A desistência demonstrou duas coisas. Primeiro, que líderes precisam saber a hora de parar, por bem ou mal. O Partido Democrata não se renovou. Biden, 81, demorou três agônicas semanas para render-se ao óbvio.
Isso pode lhe custar caro: se não resolver lançar um George Clooney, para ficar no ator que simbolizou o grito pela saída de Biden, a missão de derrotar Trump ficará ou com a anódina vice, Kamala Harris, ou algum dos governadores não testados da sigla.
Biden já ungiu Kamala, pedindo que ela seja a cabeça de chapa. Deverá ter o desejo aceito, mas sempre há o risco de o movimento crescente dos democratas que pediam a cabeça do candidato tornar-se uma conflagração maior na convenção do partido.
Em princípio, Kamala seria um ótimo nome: mulher, negra, asiática. Mas sua atuação ao longo dos quatro anos com Biden foi apagada, para dizer o mínimo. Ainda assim, já está dentro do sistema, e poderá ser reforçada por alguém como Josh Shapiro, 51, o jovem governador da Pensilvânia —estado em que Trump foi atacado a tiros na semana retrasada.
A rapidez com que a sucessão for determinada é crucial. Em 1972, quando o candidato a vice Tom Eagleton desistiu após ser revelado que ele se submetera a eletrochoques, a decisão foi expedida pelos 200 membros do comitê nacional do partido.

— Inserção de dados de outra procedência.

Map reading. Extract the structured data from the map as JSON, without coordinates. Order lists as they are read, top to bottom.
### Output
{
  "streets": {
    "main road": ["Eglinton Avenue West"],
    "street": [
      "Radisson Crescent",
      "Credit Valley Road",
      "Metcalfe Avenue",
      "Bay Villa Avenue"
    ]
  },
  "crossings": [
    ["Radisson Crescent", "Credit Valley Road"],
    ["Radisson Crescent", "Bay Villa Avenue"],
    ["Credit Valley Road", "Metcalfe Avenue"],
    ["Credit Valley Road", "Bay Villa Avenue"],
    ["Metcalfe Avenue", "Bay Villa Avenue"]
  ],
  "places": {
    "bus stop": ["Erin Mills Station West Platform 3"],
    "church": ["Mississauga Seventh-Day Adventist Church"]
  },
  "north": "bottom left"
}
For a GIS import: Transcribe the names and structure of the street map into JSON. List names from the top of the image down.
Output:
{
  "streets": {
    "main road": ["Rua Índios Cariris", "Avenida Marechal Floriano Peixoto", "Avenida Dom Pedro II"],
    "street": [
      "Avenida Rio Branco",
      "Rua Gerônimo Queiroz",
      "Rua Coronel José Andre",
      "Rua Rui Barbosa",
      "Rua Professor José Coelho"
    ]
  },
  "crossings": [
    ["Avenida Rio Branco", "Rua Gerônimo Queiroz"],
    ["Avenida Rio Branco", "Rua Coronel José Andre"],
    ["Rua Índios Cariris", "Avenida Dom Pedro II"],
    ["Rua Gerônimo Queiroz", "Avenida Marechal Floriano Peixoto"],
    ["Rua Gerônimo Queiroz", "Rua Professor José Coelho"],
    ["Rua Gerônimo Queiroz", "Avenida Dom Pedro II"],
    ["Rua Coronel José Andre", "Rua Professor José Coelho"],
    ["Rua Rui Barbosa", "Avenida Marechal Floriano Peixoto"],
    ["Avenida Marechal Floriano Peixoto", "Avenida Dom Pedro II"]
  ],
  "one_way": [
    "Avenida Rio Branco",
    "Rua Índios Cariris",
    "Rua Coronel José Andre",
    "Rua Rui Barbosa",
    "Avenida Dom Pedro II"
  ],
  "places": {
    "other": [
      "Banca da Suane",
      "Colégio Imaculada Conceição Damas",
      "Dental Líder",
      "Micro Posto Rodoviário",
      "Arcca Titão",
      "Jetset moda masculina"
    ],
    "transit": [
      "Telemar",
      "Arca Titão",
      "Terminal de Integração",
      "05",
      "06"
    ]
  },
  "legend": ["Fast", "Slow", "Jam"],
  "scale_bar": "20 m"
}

Se a briga for para o chão de fábrica dos delegados, com votações e debates extensos, poderá ser o caminho para uma derrota deveras democrática. Há espaço para o triunfo: o condenado Trump é tão odiado quanto admirado, e seus rolos na Justiça tendem a afastar indecisos.
O atentado contra o republicano deu um gás renovado à sua postulação, e ele assumiu a candidatura nesta semana com ares de quem já está eleito. Não é bem assim: houve alguma flutuação positiva em termos de pontuação geral nas pesquisas e ele lidera em estados-pêndulo importantes, mas não houve uma corrida de eleitores em seu favor.
Aqui entra uma segunda lição do traumático episódio atual, que só tem paralelo em seis outros casos na história, o mais recente quando o também democrata Lyndon Johnson jogou a toalha após ver os EUA se cindirem enquanto guerreava no Vietnã, em 1968.
A política tradicional está tão atordoada quanto Biden ao enfrentar a avalanche de mentiras do rival no fatídico debate. É uma lição que fica para líderes em situação análoga mundo afora, a começar por Lula (PT).
Se é óbvio que o presidente perdera condições políticas de continuar e que sua cognição está bem aquém do que a opaca Casa Branca deixou transparecer, é fato também que é preciso uma forma mais dinâmica de combater o populismo.
Se confirmada a nova chapa, a juventude de Kamala, aos 59 anos, reforçada por um vice de estado-pêndulo ainda mais jovial, reabre as chances dos democratas. Mas não será nada fácil.